So we went around. But then we had to stop because the police were trailing us [like] we were prostitutes. And then the next day we got up in the morning [and] we marched. Well all I found out – my mother worked down Wall Street – she said that all over everybody was talking about them. And then what happened is the women in Washington D.C. used the same thing. And one of these congressmen that was part of the John Birch Society sent my name into the Justice Department and wanted me arrested for sedition. And the Justice Department to the FBI said they didn’t think it was a good idea.

But the bad thing about [it] in some ways is I asked for my FBI files and they said they had nothing on me. I only found out about it in the FBI file in the 80s when some newspaper in California called me up about it. And I said where did you get it. They said they asked for something else and they showed me. And there was the Justice Department discussing with them why they should not have me arrested.

The First United Nations Interational Women’s Conference

PS: Very interesting. Well then you went into national law if that were not enough. In Mexico City they were having the United Nations International Women’s Conference. You were there with some other subversive women. Could you tell us more about that?

CD: The Red Stockings went and I was talking to them because all the groups – we work together. And I’ll explain about the chapter later about working with different groups. But I went down there and I was working at the bank and I was an officer and also the movement had changed. Doing these zap actions no longer or everybody was bored out of their minds. And you made your point and you had to know when to move on.
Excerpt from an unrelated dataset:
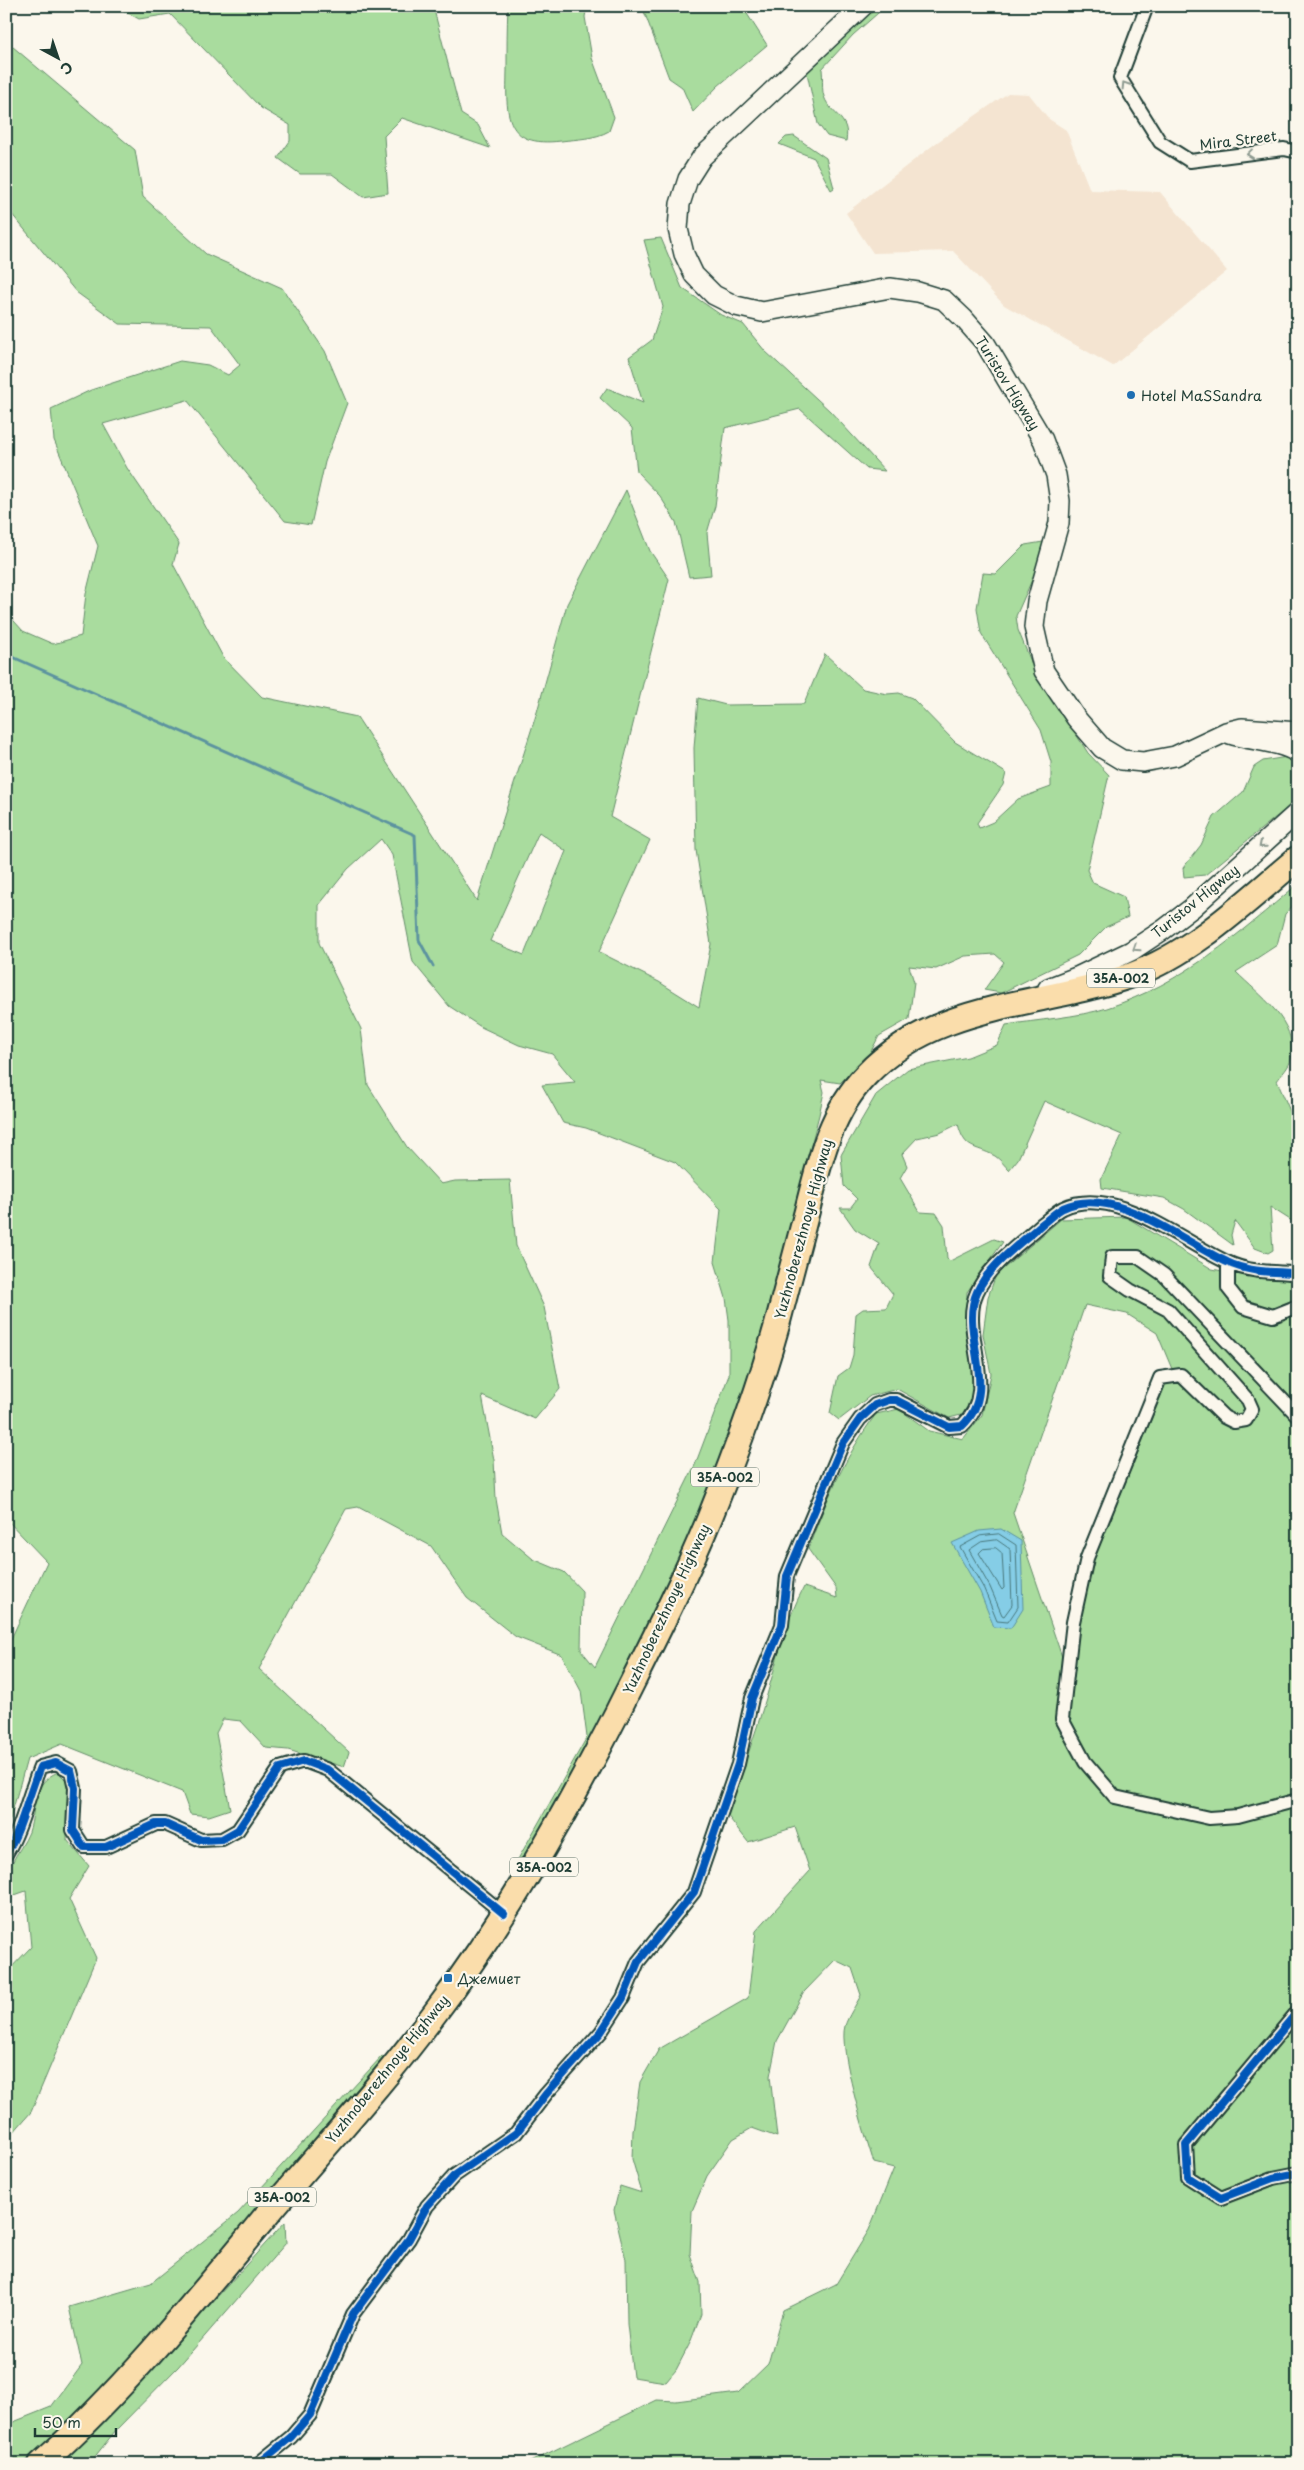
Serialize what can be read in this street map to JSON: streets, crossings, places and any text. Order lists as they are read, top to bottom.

So I went down there and Betty Friedan had gone down there and Jacqui Ceballos and a whole bunch of us. But there was a big controversy about this whole international women’s year. And reading about it basically Echeverria – the president of Mexico wanted to become the next secretary general of the United Nations. So he had to show the world his anti American stance. And so that’s what he did. And most of the nations at that time, for one reason or another did not feel favorable towards the United States.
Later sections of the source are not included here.